Bernie Bray Harmonica Player of the Year Award
- Awarded to an individual whose proficiency excellence in playing the harmonica is a source of pride to the harmonica community.
- Award should be for distinction demonstrated or attained recently, preferably during a twelve-month period prior to the deadline for nominations.
- Only one person may receive the Bernie Bray Award in any year.

Pete Pedersen Lifetime Achievement Award
- Awarded to an outstanding harmonica player with a record of achievements over a long period of time that may reasonably be considered to be the virtual equivalent of a lifetime.
- Recipient has been active in promoting the preservation and advancement of the harmonica and the positive and meaningful interaction of harmonica players and devotees.
- Recipient has demonstrated generosity in sharing their talents and knowledge, and in remaining accessible to members of the harmonica community.
- Only one person may receive the Pete Pedersen Lifetime Achievement Award in any one year unless there is a compelling reason to do otherwise.

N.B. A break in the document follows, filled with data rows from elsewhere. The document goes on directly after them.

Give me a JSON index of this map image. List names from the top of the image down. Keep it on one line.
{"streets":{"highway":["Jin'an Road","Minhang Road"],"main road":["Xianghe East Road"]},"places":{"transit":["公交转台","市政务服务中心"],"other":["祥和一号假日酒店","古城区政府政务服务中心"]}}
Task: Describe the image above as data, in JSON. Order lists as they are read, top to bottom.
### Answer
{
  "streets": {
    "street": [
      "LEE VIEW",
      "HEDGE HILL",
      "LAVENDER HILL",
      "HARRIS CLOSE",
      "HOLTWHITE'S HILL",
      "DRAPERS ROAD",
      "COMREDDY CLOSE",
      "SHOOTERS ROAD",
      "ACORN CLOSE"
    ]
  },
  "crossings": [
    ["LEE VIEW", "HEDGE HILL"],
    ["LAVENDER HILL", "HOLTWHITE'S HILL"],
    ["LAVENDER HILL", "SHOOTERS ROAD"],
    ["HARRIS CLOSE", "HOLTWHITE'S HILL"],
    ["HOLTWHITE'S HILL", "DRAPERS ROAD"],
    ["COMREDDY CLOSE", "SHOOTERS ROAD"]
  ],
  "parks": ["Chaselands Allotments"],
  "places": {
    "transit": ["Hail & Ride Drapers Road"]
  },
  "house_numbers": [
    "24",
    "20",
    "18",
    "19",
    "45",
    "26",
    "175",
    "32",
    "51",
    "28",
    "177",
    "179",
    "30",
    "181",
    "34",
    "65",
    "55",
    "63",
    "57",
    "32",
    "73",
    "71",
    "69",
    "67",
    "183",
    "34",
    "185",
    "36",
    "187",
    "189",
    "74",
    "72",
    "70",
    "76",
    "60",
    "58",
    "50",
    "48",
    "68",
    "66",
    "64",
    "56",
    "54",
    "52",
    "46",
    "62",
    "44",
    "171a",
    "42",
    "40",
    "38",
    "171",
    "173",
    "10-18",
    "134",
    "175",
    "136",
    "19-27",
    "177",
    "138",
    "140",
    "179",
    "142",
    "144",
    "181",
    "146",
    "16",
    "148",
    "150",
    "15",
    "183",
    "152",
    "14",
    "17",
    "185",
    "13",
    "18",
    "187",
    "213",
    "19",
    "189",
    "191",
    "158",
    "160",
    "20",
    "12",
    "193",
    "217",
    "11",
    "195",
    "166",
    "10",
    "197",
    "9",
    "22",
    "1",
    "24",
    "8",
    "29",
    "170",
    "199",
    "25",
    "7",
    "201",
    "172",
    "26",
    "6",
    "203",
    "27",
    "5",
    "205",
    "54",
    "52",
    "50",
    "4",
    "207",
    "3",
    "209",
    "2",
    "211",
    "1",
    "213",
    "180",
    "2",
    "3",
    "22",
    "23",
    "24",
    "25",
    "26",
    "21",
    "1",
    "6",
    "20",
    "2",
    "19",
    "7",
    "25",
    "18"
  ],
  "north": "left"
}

SPAH Award of Special Merit
- Awarded to individuals or organizations that have benefited the harmonica community in a manner that is deserving of singular honor.
- Recipients may be organizations and may be individuals who do not play the harmonica.

===Fundraising===
While annual dues and convention revenues provide the bulk of SPAH's funding, SPAH also raises funds through sponsorships of the organization and donations to its Wiliam Rosebush Youth Fund.
- Sponsorships: Major donors to SPAH may be designated sponsors at the gold, silver and bronze levels, depending on the size of the annual gift. Sponsors include harmonica manufacturers and private individuals.
- William Rosebush Youth Fund: The William Rosebush Youth fund was established in 2011 by a gift deriving from the estate of SPAH member and supporter William Rosebush, which was directed by the donor to support youth. SPAH solicits donations directed by donors to the Rosebush fund in order to furnish ongoing support for youth. SPAH uses the Rosebush fund to make grants to applicants under the age of 21 to defray their expenses in attending the SPAH convention.